--- PROMPT ---
Where the string "with" appears in a line of the data, show that line.

--- EXERCISE MATERIAL ---
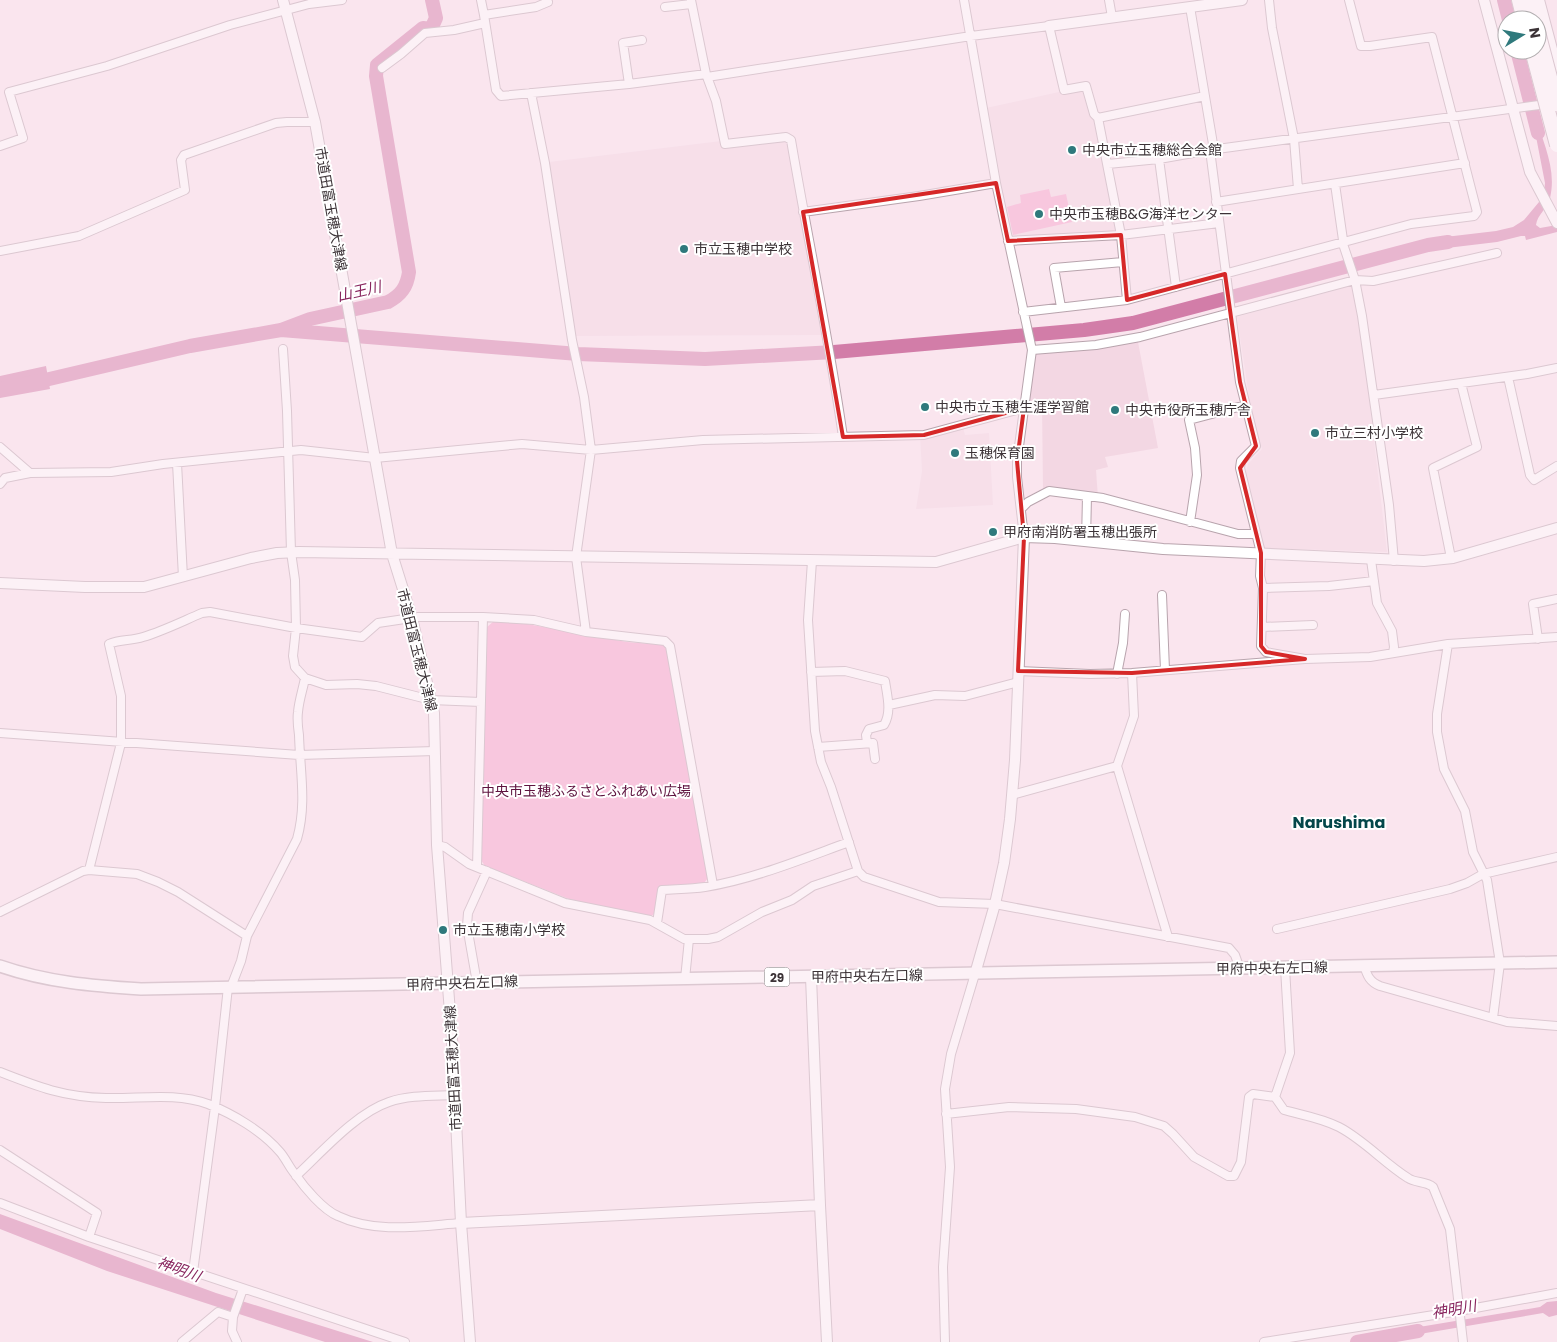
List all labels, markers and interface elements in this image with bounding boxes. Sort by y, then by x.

* * *

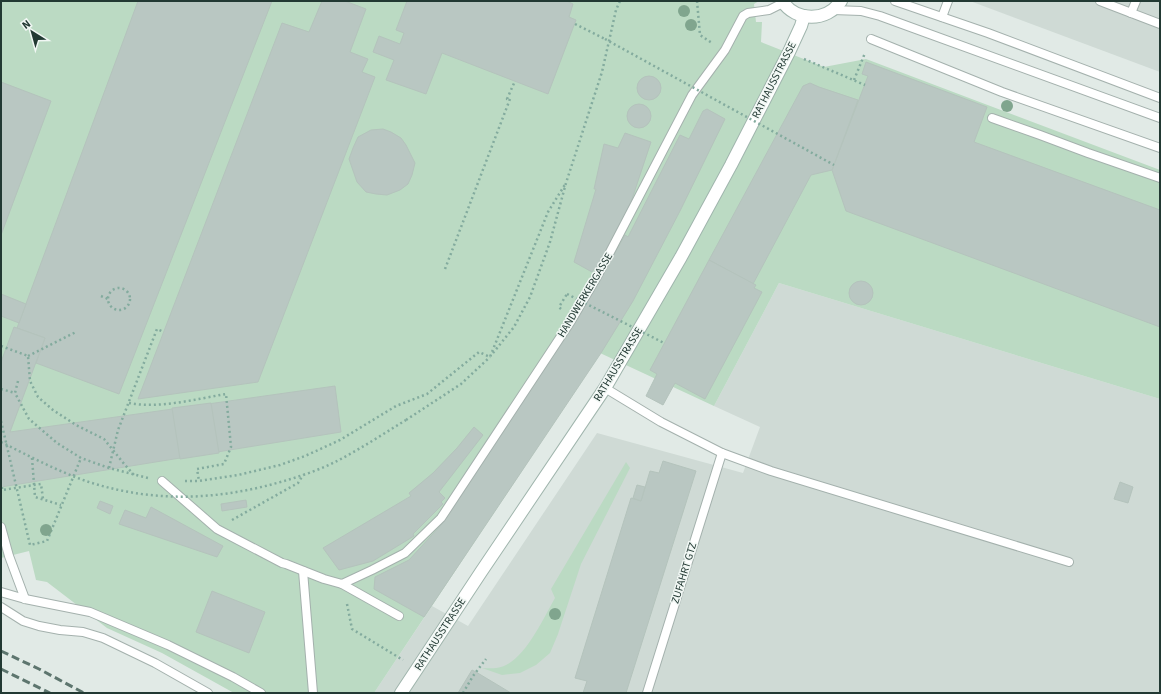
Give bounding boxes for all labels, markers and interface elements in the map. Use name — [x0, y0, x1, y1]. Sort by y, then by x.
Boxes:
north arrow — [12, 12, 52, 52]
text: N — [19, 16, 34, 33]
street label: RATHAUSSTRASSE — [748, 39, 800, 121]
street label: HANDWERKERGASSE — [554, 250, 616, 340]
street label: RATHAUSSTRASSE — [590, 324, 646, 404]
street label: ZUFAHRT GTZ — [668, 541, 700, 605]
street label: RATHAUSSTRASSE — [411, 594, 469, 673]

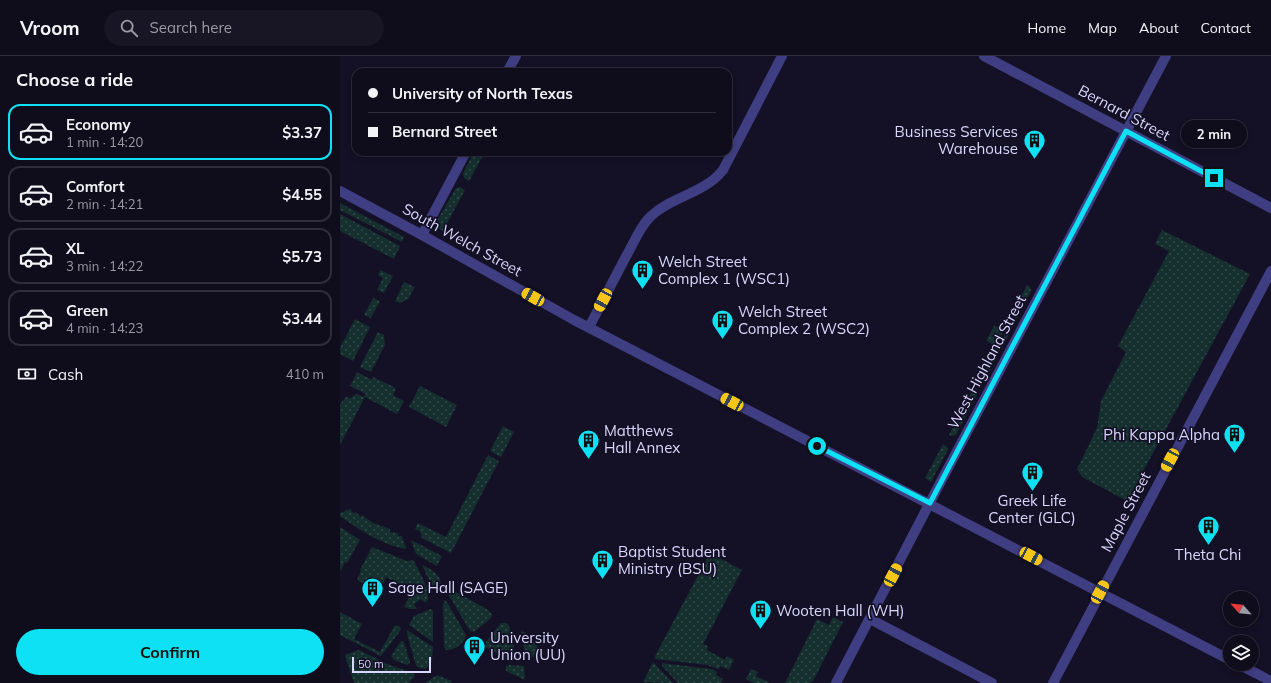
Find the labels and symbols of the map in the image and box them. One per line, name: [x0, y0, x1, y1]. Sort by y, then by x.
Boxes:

---

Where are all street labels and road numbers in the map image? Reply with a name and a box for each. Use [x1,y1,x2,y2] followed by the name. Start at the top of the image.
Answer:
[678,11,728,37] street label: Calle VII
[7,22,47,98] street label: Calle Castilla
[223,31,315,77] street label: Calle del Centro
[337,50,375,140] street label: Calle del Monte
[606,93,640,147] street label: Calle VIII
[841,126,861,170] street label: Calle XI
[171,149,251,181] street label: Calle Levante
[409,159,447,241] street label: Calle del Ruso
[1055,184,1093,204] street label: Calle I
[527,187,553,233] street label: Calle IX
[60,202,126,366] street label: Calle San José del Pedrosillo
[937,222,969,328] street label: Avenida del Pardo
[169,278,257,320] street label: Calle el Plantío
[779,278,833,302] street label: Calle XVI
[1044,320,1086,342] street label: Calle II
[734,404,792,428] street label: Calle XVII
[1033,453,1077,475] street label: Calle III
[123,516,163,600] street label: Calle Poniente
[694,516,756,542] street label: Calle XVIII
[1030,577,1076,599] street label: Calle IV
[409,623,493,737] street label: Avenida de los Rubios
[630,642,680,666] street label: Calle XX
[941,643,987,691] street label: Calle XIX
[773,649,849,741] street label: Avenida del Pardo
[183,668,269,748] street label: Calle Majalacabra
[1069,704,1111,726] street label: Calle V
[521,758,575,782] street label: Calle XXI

--- OUTPUT FOR THIS EXERCISE ---
List all labels, markers and interface elements in this image with bounding boxes. Sort by y, then by x.
Where are all street labels and road numbers in the map image? Reply with a name and a box for each. Use [x1,y1,x2,y2] followed by the name. Start at the top of the image.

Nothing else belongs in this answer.